You can still use awk, with some help from a program I wrote called csvquote (available at https://github.com/dbro/csvquote):
csvquote inputfile.csv | awk -F, -v index=$INDEX -v value=$VALUE '$index == value {print}' | csvquote -u
This program finds special characters inside quoted fields, and temporarily replaces them with nonprinting characters which won't confuse awk. Then they get restored after awk is done.
index=1
value=2
awk -F"," -v i=$index -v v=$value '$(i)==v' file
I was looking for an elegant solution that support quoting and wouldn't require installing anything fancy on my VMware vMA appliance. Turns out this simple python script does the trick! (I named the script csv2tsv.py, since it converts CSV into tab-separated values - TSV)
#!/usr/bin/env python
import sys, csv
with sys.stdin as f:
reader = csv.reader(f)
for row in reader:
for col in row:
print col+'\t',
print
Tab-separated values can be split easily with the cut command (no delimiter needs to be specified, tab is the default). Here's a sample usage/output:
> esxcli -h $VI_HOST --formatter=csv network vswitch standard list |csv2tsv.py|cut -f12
Uplinks
vmnic4,vmnic0,
vmnic5,vmnic1,
vmnic6,vmnic2,
In my scripts I'm actually going to parse tsv output line by line and use read or cut to get the fields I need.

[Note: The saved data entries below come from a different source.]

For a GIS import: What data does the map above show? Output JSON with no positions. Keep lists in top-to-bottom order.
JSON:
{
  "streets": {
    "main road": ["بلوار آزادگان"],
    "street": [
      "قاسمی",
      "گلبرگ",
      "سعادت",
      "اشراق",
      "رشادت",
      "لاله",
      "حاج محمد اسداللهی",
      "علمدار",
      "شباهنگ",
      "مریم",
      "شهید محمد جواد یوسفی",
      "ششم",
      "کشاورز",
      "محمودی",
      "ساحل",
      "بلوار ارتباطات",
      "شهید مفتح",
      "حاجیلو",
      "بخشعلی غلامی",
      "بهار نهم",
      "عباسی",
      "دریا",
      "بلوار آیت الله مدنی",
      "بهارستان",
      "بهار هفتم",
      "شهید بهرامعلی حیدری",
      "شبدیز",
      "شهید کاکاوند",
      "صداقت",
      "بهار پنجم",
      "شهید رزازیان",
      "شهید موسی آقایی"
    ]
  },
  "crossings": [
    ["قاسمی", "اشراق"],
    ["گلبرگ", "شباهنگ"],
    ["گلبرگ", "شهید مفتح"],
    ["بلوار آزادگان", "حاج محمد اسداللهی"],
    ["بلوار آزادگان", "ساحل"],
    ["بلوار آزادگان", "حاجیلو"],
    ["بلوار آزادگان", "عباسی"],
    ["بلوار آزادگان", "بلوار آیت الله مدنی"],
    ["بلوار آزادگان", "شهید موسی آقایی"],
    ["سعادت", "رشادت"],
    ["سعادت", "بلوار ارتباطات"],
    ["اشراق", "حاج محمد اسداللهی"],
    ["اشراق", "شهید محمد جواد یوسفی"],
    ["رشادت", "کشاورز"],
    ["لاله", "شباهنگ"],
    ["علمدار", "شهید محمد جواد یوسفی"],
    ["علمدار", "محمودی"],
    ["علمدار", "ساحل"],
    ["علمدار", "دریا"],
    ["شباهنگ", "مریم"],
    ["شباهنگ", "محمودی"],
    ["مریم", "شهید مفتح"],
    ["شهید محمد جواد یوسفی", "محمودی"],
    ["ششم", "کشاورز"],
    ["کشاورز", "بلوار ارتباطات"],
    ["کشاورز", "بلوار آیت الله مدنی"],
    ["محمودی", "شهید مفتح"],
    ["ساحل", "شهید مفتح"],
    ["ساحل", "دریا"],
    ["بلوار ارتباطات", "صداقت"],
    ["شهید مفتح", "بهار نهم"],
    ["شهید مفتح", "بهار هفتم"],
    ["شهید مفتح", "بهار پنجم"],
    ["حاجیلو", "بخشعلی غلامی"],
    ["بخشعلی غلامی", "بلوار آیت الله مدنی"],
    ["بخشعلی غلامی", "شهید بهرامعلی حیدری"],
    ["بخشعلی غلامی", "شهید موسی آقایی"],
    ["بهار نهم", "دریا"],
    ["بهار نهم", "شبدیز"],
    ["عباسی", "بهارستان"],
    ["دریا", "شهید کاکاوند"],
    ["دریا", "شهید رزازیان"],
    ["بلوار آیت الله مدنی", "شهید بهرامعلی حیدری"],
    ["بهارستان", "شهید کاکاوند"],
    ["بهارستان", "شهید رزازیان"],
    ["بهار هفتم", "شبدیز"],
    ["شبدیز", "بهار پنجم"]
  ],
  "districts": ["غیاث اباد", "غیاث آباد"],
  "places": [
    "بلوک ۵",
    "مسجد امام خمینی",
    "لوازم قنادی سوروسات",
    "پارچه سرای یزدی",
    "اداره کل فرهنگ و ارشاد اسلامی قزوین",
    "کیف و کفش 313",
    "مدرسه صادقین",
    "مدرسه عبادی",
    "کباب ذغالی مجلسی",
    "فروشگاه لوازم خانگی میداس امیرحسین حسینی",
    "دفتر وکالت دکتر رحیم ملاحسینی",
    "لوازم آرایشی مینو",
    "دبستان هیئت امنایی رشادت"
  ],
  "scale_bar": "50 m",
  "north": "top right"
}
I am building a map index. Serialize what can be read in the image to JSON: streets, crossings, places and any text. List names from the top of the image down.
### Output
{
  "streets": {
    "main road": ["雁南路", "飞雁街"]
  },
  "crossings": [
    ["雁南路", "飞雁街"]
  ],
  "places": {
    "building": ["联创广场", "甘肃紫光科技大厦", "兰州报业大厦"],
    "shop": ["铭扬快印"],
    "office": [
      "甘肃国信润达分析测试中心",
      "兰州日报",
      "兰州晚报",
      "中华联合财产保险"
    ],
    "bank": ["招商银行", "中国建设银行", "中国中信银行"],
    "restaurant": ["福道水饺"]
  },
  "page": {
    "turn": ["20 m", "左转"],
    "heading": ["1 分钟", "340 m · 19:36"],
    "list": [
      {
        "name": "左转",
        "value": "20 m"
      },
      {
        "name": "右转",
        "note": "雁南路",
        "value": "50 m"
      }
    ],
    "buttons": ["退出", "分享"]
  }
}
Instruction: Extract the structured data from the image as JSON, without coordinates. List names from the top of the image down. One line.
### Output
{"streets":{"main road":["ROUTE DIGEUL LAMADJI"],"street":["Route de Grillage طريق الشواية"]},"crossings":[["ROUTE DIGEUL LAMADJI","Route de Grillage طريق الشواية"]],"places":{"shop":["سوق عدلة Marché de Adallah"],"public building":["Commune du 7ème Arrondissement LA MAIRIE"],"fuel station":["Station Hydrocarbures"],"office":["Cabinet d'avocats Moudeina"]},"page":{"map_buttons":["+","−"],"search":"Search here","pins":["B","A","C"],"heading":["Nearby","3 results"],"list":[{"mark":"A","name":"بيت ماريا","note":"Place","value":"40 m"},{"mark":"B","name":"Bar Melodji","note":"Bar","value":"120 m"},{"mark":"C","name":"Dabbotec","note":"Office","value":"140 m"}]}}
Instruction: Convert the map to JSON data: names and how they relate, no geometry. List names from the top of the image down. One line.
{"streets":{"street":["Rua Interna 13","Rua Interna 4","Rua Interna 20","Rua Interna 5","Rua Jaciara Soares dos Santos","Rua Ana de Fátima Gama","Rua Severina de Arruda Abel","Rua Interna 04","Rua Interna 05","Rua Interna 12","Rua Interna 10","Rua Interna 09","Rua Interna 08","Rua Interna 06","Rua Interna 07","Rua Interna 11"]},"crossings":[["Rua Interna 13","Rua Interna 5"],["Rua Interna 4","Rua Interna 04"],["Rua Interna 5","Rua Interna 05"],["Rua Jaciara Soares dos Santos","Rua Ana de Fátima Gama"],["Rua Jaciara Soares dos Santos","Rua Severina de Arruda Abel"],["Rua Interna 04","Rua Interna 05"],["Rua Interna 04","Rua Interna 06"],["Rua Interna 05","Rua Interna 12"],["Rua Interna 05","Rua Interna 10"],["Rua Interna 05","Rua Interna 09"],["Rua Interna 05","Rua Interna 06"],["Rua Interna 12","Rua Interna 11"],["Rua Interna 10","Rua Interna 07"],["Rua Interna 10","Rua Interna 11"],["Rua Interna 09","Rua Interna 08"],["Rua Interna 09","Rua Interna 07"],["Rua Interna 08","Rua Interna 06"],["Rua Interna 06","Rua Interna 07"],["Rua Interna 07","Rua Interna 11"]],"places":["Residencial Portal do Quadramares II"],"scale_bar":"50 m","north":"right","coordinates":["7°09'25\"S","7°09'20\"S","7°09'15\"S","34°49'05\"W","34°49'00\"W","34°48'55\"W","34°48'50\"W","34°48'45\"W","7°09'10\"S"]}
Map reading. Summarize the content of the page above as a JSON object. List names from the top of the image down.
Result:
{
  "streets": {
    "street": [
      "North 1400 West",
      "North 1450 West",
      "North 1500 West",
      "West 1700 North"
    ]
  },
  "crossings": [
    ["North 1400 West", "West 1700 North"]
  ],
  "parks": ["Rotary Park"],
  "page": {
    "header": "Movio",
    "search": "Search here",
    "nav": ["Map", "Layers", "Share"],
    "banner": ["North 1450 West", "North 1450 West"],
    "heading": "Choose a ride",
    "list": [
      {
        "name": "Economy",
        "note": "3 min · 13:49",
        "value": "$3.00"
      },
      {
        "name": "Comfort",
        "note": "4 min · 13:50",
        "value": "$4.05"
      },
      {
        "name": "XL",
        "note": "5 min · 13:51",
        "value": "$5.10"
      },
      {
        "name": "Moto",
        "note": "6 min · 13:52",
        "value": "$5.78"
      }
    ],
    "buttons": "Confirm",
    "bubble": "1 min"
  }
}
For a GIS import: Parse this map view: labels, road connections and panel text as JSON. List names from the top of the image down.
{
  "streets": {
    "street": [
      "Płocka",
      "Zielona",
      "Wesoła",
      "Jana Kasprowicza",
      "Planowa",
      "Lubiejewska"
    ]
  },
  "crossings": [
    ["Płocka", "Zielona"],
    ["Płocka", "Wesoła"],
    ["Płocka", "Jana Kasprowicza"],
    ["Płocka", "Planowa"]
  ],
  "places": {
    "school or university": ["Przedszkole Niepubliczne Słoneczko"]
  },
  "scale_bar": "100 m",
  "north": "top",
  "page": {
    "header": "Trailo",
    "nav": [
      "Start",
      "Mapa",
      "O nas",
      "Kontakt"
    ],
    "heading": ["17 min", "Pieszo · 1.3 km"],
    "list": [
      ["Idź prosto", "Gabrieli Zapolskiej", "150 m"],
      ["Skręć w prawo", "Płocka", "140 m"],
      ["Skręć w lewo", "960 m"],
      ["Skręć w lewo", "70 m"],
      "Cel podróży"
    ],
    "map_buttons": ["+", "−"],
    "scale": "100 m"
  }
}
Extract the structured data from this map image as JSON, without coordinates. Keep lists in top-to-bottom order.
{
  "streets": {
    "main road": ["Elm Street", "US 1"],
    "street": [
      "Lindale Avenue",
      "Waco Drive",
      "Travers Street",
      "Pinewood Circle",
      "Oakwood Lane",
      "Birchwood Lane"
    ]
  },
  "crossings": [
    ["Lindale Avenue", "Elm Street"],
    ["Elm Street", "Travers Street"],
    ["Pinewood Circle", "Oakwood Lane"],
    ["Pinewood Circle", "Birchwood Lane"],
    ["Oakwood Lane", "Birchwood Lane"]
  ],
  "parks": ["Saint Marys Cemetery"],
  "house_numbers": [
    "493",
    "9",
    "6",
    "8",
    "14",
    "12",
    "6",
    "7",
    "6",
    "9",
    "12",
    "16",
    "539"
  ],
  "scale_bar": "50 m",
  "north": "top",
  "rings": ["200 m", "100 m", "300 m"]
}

Parsing CSV with primitive text-processing tools will fail on many types of CSV input.
xsv is a lovely and fast tool for doing this properly. To search for all records that contain the string "foo" in the third column:
cat file.csv | xsv search -s 3 foo
A sed or awk solution would probably be shorter, but here's one for Perl:
perl -F/,/ -ane 'print if $F[<INDEX>] eq "<VALUE>"`
where <INDEX> is 0-based (0 for first column, 1 for 2nd column, etc.)
Awk (gawk) actually provides extensions, one of which being csv processing.
Assuming that extension is installed, you can use awk to show all lines where a specific csv field matches 123.
Assuming test.csv contains the following:
Name,Phone
"Woo, John",425-555-1212
"James T. Kirk",123
The following will print all lines where the Phone (aka the second field) is equal to 123:
gawk -l csv 'csvsplit($0,a) && a[2] == 123 {print $0}'
The output is:
"James T. Kirk",123
How does it work?
-l csv asks gawk to load the csv extension by looking for it in $AWKLIBPATH;
csvsplit($0, a) splits the current line, and stores each field into a new array named a
&& a[2] == 123 checks that the second field is 123
if both conditions are true, it { print $0 }, aka prints the full line as requested.